→ **YOUR OBJECTIVE**
Report each line from the data below that holds the word "rows".

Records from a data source

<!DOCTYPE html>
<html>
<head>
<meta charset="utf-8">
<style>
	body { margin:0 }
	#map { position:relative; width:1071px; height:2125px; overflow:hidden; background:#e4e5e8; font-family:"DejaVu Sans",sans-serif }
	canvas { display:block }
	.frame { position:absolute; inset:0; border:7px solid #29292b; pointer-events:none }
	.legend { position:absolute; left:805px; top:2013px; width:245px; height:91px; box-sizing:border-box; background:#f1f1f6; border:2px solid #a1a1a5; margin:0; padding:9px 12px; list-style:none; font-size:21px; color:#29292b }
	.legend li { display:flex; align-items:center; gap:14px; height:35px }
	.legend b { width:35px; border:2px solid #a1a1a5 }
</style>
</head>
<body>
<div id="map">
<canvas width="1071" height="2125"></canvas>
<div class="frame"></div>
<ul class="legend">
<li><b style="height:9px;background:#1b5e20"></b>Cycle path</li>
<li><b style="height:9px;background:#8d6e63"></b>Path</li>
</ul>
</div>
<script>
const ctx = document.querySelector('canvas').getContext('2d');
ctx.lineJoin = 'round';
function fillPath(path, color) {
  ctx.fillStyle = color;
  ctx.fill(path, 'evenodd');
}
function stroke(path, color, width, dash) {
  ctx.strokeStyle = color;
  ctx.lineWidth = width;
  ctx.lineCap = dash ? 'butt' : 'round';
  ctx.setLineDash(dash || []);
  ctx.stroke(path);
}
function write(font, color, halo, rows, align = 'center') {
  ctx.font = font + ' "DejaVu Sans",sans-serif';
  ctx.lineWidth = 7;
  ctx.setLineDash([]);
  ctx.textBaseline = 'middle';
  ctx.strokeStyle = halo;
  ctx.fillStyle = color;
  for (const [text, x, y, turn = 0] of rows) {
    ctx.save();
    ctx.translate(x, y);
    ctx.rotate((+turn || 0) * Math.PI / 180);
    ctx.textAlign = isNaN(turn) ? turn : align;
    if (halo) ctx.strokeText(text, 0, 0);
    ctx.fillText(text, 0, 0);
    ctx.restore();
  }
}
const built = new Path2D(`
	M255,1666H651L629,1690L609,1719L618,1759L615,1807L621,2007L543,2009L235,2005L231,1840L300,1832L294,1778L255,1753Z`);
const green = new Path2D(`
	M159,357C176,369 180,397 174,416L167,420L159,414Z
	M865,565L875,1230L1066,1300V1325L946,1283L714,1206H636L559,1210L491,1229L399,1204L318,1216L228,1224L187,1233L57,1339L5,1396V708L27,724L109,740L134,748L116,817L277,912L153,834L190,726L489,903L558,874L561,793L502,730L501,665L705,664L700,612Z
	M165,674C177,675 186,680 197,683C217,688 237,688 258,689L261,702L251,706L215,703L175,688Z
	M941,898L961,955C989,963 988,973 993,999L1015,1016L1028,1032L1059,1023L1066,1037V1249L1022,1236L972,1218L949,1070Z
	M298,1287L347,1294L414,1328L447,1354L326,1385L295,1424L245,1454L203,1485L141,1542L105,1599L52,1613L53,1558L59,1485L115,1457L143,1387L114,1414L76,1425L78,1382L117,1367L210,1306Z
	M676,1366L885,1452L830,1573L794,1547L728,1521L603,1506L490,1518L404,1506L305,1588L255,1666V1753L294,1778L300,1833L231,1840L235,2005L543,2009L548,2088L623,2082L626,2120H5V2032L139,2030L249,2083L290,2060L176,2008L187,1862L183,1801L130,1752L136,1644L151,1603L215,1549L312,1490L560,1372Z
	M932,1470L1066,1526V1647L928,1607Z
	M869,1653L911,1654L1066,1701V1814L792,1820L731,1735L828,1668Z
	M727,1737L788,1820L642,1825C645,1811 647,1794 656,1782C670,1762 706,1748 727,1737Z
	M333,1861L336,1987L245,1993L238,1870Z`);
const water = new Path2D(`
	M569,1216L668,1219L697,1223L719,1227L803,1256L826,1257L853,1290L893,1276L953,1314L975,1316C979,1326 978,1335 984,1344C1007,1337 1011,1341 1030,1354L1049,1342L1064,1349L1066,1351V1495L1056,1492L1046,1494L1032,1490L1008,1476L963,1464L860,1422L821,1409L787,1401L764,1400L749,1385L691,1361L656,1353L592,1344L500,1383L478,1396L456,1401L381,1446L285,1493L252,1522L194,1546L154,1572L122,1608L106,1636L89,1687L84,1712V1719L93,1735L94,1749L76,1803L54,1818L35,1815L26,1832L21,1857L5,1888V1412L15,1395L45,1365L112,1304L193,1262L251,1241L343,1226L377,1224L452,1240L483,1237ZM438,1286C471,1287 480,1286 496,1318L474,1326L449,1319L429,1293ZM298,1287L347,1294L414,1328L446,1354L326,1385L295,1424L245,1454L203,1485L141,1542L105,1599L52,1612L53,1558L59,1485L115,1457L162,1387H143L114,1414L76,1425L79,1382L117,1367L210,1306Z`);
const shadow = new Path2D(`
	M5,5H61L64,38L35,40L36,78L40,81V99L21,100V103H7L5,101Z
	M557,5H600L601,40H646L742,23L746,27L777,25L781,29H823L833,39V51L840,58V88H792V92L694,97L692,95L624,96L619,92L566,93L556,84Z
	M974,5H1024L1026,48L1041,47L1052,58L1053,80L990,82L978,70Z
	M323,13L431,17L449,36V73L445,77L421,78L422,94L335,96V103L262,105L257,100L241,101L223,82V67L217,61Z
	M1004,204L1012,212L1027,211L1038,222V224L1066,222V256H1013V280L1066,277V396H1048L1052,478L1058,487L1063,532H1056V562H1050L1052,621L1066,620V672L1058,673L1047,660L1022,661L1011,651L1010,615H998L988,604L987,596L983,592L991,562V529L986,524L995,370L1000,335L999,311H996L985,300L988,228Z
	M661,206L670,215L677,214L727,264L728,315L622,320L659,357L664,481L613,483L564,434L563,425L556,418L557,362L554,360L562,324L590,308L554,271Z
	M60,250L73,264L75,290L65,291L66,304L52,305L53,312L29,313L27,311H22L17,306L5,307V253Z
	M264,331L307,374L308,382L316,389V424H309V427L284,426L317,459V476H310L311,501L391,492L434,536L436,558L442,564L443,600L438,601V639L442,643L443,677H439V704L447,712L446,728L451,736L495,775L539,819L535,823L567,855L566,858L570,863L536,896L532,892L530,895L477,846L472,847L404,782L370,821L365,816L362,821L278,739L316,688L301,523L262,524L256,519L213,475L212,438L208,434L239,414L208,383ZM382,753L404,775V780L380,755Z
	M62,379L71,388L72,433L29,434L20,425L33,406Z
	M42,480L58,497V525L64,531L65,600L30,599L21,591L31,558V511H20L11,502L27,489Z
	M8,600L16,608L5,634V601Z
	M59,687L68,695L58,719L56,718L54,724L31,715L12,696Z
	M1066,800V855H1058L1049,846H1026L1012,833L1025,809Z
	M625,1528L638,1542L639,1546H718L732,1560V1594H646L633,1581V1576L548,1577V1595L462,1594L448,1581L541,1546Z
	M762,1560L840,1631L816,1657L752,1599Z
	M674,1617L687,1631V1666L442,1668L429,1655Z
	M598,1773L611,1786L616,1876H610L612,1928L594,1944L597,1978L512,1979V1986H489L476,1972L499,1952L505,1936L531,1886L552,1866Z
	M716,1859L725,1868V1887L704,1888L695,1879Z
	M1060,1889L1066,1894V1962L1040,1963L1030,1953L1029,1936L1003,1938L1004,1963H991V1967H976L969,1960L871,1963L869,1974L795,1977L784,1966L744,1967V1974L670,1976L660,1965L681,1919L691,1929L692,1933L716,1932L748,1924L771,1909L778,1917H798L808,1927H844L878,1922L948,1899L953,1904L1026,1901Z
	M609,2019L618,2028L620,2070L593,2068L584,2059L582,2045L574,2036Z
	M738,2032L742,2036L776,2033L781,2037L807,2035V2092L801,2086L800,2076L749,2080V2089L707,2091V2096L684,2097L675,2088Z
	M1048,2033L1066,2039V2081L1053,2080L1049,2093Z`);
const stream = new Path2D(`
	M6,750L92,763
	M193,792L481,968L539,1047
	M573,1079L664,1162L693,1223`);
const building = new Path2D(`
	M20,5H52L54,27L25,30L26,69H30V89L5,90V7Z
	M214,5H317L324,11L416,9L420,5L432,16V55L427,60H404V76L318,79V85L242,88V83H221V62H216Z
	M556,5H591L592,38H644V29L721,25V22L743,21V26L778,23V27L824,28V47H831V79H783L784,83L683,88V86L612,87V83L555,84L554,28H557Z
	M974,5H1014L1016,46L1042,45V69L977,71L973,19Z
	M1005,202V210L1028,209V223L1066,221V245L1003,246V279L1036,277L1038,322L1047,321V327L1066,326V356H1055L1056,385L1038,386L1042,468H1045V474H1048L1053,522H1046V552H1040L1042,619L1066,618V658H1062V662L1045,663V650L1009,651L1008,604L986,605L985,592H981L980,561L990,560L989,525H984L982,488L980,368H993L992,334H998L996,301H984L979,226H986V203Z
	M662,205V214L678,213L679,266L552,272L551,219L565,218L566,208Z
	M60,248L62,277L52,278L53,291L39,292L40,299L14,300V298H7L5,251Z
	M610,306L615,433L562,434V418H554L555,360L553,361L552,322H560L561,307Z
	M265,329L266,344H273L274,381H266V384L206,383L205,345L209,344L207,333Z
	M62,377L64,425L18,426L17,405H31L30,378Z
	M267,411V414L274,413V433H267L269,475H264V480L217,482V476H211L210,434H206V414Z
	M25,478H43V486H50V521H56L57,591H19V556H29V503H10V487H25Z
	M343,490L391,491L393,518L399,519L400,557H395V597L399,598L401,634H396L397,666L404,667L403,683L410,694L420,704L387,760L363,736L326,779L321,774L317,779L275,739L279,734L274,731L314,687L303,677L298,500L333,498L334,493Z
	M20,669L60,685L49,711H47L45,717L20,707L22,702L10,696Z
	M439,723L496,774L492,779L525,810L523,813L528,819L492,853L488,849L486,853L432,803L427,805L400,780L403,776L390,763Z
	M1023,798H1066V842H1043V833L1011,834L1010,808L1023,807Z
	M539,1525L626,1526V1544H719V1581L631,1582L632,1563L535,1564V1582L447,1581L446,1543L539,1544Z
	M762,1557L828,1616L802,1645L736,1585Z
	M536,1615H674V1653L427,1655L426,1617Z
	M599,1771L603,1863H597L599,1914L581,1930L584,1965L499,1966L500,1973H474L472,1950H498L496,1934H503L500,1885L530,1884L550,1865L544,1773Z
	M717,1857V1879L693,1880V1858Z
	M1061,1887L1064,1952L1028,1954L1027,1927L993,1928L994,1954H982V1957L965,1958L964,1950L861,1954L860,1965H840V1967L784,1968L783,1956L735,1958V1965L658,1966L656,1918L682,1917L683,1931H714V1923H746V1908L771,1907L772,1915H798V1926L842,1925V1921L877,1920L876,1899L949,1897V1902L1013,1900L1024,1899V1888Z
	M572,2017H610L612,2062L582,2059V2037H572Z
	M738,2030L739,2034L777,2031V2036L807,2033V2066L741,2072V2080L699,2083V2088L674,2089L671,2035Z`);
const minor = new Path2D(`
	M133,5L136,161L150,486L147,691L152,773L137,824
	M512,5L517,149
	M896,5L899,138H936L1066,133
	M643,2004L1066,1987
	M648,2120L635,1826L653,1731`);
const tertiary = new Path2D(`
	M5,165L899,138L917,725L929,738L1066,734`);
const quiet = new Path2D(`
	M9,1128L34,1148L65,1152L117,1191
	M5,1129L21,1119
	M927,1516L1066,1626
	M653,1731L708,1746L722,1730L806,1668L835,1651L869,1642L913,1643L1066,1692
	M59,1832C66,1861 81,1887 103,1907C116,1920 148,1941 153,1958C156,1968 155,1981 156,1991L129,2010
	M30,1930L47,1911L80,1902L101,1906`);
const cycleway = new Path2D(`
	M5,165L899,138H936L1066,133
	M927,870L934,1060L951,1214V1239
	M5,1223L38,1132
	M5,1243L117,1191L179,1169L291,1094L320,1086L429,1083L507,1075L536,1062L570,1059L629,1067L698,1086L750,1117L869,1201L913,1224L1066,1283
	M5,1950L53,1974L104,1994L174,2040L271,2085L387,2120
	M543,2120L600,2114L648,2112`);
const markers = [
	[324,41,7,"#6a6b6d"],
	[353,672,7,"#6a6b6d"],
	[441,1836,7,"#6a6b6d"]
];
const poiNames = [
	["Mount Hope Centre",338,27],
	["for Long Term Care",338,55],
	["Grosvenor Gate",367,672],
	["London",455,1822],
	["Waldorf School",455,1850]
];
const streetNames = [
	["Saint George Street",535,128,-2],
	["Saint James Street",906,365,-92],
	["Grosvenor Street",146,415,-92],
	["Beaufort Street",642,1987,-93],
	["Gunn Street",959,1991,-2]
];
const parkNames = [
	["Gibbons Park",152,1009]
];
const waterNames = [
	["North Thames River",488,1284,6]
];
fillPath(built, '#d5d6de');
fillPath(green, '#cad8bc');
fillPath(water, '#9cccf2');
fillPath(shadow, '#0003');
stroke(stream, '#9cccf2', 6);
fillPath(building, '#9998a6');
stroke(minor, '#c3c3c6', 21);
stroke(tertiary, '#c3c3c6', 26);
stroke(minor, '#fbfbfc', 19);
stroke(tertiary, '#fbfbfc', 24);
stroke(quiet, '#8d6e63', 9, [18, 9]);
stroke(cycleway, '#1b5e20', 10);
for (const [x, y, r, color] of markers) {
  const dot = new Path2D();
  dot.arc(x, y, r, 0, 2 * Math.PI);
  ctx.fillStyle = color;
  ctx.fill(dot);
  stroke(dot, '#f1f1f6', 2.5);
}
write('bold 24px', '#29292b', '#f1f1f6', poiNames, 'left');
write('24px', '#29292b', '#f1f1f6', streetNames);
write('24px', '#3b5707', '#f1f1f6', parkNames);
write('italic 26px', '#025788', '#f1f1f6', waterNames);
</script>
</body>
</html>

→ **TASK RESULT**
function write(font, color, halo, rows, align = 'center') {
  for (const [text, x, y, turn = 0] of rows) {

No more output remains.